The classic film is the starting point for this new stage production
A black comedy about the end of the world feels an appropriate entertainment for our frightened and frightening times. And there’s no doubting the heartfelt admiration of Stanley Kubrick’s classic 1964 film contained in this faithful stage adaption by Sean Foley and Armando Iannucci.
It’s hard to fault either the comic virtuosity of Steve Coogan who goes one better than the late, great Peter Sellers in the movie, and plays four characters including the frantic scientific genius Dr Strangelove.
Yet for all the good will and the many laughs, there’s something strangely effortful about this adaptation. There’s a sense that it’s been created because it can be done, rather than bringing any particularly new satirical insight to the story.
So it is that the tale begins in Cold War territory when General Ripper, the US commander of Burpelson Air Force (played with rapidly escalating, wide-eyed madness by John Hopkins) becomes convinced that the “sneaky” Russians have launched an attack, despite all evidence to the contrary. “The nature of a sneak attack is that it is sneaky,” he argues, with absurd logic, as he authorises an unstoppable nuclear retaliation.
His second in command, a wimpy RAF officer called Captain Mandrake, who tries with increasing desperation to talk him out of it, gives Coogan his first role, all beetling brows and old fashioned gosh-by-golly language. Then, as the action switches to the War Room in the President’s nuclear bunker, he becomes in turn hapless President Muffley (the clues are always in the weakly punning names) who is on the phone to his Russian opposite number in an attempt to diffuse the crisis. Until he discovers that the Soviets have invented a machine that is going to destroy the planet and all its inhabitants.
Coogan has most fun as the two other characters in play: as the wheelchair-confined Strangelove in a wild, white wig, he makes the most of the character’s tendency to praise the Nazis while his arm inadvertently jerks upwards. Where Sellers made the salute the joke, Coogan dwells in the small silence afterwards, where he recants his previously stated opinion.
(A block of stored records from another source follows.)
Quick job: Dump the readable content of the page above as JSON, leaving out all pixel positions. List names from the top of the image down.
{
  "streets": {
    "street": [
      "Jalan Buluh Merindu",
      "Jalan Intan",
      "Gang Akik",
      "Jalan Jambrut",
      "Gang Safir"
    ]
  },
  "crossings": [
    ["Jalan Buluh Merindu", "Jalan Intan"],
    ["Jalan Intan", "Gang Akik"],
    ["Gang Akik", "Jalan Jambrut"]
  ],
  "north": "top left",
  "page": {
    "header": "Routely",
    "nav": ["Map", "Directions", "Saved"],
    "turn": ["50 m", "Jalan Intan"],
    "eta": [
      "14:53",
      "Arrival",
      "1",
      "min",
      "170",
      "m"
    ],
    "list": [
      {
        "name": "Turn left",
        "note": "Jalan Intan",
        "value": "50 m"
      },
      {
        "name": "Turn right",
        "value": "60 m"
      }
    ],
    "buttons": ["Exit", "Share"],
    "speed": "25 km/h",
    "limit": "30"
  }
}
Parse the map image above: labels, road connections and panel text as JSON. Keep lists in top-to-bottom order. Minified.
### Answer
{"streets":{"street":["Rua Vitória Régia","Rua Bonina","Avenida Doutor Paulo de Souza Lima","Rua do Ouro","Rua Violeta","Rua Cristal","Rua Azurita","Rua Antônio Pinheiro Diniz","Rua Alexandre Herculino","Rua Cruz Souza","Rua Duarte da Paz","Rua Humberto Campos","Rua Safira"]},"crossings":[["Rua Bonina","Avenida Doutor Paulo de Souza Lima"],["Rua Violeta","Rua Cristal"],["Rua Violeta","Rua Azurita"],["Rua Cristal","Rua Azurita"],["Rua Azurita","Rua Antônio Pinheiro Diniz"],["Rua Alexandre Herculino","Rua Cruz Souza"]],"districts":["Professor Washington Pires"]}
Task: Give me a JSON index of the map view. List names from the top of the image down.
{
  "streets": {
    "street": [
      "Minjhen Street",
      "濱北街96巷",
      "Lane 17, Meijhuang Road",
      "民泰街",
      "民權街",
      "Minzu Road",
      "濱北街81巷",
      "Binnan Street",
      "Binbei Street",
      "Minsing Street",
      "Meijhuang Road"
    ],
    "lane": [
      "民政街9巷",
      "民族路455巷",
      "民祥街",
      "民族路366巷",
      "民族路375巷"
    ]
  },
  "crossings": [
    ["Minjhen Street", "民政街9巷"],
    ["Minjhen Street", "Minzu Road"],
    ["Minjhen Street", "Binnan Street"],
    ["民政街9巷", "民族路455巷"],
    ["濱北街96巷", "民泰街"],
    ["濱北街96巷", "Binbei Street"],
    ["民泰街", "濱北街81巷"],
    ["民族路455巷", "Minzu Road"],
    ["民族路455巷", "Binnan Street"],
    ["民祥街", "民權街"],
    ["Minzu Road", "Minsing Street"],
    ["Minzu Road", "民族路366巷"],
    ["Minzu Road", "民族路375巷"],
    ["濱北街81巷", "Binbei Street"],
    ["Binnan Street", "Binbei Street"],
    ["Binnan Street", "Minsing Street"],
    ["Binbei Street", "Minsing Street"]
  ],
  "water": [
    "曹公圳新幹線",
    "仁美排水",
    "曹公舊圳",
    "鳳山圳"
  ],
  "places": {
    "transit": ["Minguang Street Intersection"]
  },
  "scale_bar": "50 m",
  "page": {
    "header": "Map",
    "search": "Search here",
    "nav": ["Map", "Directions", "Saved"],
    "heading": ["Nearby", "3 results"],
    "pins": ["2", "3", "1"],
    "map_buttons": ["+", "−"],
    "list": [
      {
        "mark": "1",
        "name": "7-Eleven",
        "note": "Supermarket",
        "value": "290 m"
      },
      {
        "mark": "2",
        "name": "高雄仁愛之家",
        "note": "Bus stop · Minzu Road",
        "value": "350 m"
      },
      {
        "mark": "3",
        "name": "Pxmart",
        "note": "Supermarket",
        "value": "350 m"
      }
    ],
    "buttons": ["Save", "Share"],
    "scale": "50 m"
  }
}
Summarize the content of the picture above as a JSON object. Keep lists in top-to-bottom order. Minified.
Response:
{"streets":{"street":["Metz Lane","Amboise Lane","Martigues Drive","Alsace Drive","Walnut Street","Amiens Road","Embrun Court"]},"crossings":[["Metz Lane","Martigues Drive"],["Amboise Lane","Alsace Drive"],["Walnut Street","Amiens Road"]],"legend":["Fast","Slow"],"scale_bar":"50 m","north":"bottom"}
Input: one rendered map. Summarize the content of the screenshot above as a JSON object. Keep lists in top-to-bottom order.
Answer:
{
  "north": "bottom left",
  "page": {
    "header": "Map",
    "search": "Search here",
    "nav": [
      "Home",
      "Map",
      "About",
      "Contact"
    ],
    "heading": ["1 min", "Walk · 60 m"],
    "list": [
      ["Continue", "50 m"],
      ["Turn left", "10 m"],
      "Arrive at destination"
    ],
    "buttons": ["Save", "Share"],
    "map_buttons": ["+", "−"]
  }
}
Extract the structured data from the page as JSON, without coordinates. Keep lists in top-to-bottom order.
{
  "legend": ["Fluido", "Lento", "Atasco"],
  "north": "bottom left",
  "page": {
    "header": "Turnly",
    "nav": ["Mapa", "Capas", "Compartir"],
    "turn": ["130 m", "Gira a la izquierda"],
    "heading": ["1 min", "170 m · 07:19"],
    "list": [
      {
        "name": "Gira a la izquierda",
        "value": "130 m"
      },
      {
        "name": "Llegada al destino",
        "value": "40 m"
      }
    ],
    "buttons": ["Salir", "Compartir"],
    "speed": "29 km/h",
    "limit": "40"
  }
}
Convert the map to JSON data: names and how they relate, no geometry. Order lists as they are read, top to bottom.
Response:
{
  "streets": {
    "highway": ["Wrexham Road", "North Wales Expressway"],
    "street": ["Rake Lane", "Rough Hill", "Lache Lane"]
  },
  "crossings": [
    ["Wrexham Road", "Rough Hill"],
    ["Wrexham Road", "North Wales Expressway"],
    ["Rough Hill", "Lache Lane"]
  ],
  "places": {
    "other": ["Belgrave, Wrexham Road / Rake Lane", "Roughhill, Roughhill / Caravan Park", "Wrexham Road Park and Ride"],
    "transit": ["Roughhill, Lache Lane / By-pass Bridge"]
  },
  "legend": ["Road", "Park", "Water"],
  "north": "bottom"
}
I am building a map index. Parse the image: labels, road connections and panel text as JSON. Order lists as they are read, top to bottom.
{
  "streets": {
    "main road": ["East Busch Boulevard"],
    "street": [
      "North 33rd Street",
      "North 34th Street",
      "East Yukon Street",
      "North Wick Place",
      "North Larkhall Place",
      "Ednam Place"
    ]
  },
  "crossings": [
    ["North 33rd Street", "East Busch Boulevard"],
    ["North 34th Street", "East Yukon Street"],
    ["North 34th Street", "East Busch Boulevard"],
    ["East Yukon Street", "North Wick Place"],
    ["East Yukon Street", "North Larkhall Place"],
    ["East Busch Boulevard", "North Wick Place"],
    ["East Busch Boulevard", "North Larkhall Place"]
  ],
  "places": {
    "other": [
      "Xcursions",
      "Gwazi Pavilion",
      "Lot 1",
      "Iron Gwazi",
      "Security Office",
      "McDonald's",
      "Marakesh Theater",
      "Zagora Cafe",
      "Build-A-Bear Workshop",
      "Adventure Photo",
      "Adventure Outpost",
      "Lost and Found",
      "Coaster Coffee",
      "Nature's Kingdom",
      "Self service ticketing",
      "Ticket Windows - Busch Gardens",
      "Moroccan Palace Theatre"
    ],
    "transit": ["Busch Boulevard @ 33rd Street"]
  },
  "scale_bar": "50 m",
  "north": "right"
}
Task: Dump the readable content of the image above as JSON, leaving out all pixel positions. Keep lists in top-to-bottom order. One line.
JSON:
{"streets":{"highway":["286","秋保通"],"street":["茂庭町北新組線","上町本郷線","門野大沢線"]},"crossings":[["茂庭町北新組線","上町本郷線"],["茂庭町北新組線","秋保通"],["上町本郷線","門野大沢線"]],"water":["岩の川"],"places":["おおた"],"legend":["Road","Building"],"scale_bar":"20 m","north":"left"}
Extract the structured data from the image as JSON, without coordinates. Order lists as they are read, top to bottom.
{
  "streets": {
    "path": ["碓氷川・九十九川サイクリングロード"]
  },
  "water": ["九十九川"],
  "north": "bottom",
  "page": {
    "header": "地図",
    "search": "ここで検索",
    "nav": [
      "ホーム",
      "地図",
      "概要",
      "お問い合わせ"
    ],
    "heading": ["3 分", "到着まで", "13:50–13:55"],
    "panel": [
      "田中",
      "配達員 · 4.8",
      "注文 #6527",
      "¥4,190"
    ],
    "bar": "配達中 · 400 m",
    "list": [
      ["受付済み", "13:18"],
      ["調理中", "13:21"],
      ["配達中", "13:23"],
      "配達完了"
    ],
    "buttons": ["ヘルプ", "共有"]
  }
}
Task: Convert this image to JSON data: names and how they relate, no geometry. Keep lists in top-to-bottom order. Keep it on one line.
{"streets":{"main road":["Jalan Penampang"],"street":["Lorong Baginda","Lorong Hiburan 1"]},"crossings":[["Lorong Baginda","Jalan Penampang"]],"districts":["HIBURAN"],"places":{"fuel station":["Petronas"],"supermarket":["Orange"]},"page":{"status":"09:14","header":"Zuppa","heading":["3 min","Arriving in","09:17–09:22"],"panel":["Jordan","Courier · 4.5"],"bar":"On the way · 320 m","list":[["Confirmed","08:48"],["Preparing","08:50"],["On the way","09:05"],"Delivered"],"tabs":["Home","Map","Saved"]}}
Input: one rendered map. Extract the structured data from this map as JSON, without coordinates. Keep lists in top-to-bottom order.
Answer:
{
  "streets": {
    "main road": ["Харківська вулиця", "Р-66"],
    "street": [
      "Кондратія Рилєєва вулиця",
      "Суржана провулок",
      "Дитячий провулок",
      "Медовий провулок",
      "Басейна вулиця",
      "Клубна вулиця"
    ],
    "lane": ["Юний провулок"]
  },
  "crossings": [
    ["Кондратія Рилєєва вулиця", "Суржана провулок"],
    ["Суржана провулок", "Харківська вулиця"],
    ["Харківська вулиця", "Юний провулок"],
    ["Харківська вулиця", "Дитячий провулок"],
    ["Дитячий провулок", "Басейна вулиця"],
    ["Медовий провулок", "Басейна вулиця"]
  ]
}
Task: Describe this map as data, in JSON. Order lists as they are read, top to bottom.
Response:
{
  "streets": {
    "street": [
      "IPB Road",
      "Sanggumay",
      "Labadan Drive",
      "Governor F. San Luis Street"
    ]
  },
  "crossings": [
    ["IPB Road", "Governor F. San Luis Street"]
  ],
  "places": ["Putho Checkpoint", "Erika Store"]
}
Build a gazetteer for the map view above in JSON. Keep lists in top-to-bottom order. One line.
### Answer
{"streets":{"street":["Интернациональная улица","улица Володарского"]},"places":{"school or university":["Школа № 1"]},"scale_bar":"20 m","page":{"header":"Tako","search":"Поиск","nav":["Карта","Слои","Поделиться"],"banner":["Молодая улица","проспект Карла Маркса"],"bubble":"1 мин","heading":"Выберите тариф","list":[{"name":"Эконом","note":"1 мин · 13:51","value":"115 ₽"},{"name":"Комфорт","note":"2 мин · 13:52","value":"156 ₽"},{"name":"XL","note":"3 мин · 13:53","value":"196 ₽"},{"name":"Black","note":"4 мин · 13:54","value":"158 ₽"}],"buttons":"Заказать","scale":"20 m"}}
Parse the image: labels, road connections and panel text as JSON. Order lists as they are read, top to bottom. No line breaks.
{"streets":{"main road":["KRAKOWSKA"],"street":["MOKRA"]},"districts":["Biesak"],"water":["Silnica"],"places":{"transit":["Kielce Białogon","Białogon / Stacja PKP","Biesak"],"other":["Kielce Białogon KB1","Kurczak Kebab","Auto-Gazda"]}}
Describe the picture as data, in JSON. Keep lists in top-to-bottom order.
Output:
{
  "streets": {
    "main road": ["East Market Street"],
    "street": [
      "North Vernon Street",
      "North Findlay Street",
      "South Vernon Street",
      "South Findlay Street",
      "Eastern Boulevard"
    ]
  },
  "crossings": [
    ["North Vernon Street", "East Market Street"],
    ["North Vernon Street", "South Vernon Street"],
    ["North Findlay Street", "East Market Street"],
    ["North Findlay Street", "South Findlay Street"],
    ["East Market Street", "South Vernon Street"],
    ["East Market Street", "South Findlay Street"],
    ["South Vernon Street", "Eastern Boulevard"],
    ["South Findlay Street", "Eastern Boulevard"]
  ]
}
Then finally he is Major TJ Kong, the gung-ho commander of the B52 bomber on its way to its target, refusing to countenance any possibility of recall, ranting about the Russian air smelling of “fear and potatoes”, while the US atmosphere is one of freedom, and riding the bomb to its destination with unhinged glee.
All of this is skilfully realised on Hildegard Bechtler’s monochrome set, which mixes traditional structures of desks and airplane cockpits with Jessica Hung Han Yun’s lighting and Akhila Krishnan’s cleverly realistic projections to create an impressive range of settings. Ben and Max Ringham provide an atmospheric soundscape while Foley’s own direction keeps up the hysterical pace, although the second act is notably more gripping than the first, perhaps because doomsday is rapidly approaching.
There are enthusiastic and sharp performances too from Giles Terera as General Turgidson, a man barely in control who can never attempt to calm a situation without inflaming it, and Tony Jayawardena as the Russian ambassador Bakov, whose world-weary realism contrasts with the increasing panic.
The extreme masculinity of the piece is leavened both by a few jokes at exactly that, and a couple of funny but oddly out of place musical routines. The script is as pointed as you might expect from Iannucci, but on the whole he has resisted the attempt to update the action, apart from one gag where President Huffley moans that he wishes the other guy had won. “He still thinks he did,” comes the retort.
It’s a pointed moment in a play that feels short of them. It’s entertaining but never quite as savage as you expect.